Cardboard miniatures

In Brooklyn especially, Matthieu Grillet discovered a world of buildings that caught his eye. His cardboard miniatures come from there. Are these models? As a child, he liked model making. Now it’s something else. “It’s a poetic vision of town planning, of an atmosphere, an imagination nourished by my taste for wastelands, vague places.” We admire the details, the balance of the compositions. The gaze is lost in the line of roofs, the “skyline”, as they say for the skyscrapers of New York. Everything is made from recycled cardboard, as we suspected. “For sculpture, I trained on the job. It took me a while to find my style.”

His original work is regularly exhibited in galleries.
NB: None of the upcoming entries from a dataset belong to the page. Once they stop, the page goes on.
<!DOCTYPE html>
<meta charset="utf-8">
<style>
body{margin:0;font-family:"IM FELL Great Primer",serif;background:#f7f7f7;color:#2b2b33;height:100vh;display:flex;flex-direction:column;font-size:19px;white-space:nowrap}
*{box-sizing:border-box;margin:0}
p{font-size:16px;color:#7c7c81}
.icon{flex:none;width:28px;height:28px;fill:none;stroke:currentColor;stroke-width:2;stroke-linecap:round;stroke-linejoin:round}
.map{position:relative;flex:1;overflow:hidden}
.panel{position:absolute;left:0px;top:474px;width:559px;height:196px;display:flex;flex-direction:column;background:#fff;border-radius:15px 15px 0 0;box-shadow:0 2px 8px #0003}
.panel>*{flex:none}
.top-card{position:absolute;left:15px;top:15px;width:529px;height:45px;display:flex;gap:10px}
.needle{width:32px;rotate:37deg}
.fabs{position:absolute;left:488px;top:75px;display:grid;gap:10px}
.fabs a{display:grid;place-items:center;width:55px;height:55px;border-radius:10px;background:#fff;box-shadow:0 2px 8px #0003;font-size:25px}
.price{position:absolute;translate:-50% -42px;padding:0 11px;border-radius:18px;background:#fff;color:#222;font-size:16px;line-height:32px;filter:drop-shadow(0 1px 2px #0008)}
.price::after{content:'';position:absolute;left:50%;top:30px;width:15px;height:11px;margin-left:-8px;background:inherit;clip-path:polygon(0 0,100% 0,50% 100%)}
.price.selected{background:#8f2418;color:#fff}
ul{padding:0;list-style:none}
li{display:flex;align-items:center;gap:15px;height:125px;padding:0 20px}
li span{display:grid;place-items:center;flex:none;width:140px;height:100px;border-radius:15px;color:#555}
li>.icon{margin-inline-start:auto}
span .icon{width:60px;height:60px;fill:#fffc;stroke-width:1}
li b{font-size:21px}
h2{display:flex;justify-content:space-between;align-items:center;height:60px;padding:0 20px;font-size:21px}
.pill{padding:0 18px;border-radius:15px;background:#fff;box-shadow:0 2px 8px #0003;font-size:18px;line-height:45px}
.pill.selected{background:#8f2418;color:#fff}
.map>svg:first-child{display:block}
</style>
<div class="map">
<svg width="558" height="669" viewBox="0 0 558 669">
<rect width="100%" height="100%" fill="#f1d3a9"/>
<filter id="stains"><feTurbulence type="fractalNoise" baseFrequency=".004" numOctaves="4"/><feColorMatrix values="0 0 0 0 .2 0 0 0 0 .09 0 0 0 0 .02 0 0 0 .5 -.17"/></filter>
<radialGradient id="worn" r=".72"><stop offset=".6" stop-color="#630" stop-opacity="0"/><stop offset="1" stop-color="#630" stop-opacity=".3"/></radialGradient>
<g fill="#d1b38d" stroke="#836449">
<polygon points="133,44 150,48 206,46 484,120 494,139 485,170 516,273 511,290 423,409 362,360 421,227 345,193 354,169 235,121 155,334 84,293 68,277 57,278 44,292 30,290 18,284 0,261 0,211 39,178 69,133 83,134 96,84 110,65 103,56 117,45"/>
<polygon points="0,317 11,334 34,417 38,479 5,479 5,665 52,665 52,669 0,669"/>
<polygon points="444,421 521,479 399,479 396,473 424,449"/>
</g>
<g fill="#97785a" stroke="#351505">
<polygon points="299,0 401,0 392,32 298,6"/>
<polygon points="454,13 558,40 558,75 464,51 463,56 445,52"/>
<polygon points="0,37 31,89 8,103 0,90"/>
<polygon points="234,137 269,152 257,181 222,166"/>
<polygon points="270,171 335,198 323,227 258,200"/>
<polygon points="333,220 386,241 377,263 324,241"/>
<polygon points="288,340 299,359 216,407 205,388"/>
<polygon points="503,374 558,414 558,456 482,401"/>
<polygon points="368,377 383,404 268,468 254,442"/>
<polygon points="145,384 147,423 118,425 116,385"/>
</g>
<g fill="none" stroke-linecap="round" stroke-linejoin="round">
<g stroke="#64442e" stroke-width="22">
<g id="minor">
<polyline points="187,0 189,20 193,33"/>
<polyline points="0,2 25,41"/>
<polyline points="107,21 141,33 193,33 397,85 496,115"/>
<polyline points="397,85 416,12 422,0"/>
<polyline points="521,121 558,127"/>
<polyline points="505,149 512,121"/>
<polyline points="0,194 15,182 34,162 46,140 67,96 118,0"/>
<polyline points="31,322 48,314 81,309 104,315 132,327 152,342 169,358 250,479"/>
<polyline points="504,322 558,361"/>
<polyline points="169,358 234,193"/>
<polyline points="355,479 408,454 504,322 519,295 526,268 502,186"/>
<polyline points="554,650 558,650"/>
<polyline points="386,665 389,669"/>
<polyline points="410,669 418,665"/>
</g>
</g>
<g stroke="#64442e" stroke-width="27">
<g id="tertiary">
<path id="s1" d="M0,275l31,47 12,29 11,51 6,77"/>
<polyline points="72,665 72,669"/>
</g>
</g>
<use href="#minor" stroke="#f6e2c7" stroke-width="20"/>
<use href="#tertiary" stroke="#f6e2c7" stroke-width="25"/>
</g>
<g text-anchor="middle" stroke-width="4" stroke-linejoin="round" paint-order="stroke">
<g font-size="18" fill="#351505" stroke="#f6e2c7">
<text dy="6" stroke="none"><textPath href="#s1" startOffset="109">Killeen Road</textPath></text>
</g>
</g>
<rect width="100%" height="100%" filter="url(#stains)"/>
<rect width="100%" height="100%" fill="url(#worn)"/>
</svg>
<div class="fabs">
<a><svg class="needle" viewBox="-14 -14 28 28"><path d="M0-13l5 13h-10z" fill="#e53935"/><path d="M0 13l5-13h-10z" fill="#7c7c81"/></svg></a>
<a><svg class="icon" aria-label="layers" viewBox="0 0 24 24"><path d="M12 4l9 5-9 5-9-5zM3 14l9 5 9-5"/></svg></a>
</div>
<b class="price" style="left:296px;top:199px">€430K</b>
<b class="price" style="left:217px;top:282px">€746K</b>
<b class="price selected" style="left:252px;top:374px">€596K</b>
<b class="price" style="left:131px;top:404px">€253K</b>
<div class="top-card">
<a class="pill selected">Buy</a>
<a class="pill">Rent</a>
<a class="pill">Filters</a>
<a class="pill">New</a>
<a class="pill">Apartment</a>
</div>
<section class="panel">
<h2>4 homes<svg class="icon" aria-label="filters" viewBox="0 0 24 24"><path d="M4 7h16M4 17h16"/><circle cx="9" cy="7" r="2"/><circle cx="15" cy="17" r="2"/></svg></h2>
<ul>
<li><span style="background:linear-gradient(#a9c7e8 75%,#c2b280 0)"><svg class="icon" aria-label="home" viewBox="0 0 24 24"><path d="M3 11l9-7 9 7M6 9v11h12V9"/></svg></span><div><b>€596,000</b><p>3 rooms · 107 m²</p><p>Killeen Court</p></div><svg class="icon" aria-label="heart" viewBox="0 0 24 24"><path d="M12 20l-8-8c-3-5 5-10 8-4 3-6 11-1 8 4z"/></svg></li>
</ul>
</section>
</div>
Next meeting at the WRP Foundation, rue Argand. Opening on December 5. Its cardboard buildings will be accompanied by a soundtrack designed by Bernard Monney and Didier Bruchon, two friends. As for the largest of its cities, 4 meters long, the Museum of cardboard and printing of Valréas, in , acquired it. Its title? “Out of the factory”. To tell the story of this working town which once manufactured packaging boxes used in the silkworm trade. An industrious past that Matthieu Grillet contemplates with a fascinated and benevolent gaze, the same that he has on plants and musicians.

Matthieu Grillet will exhibit at the WRP Foundation, rue Argand 3, from December 5 to January 10.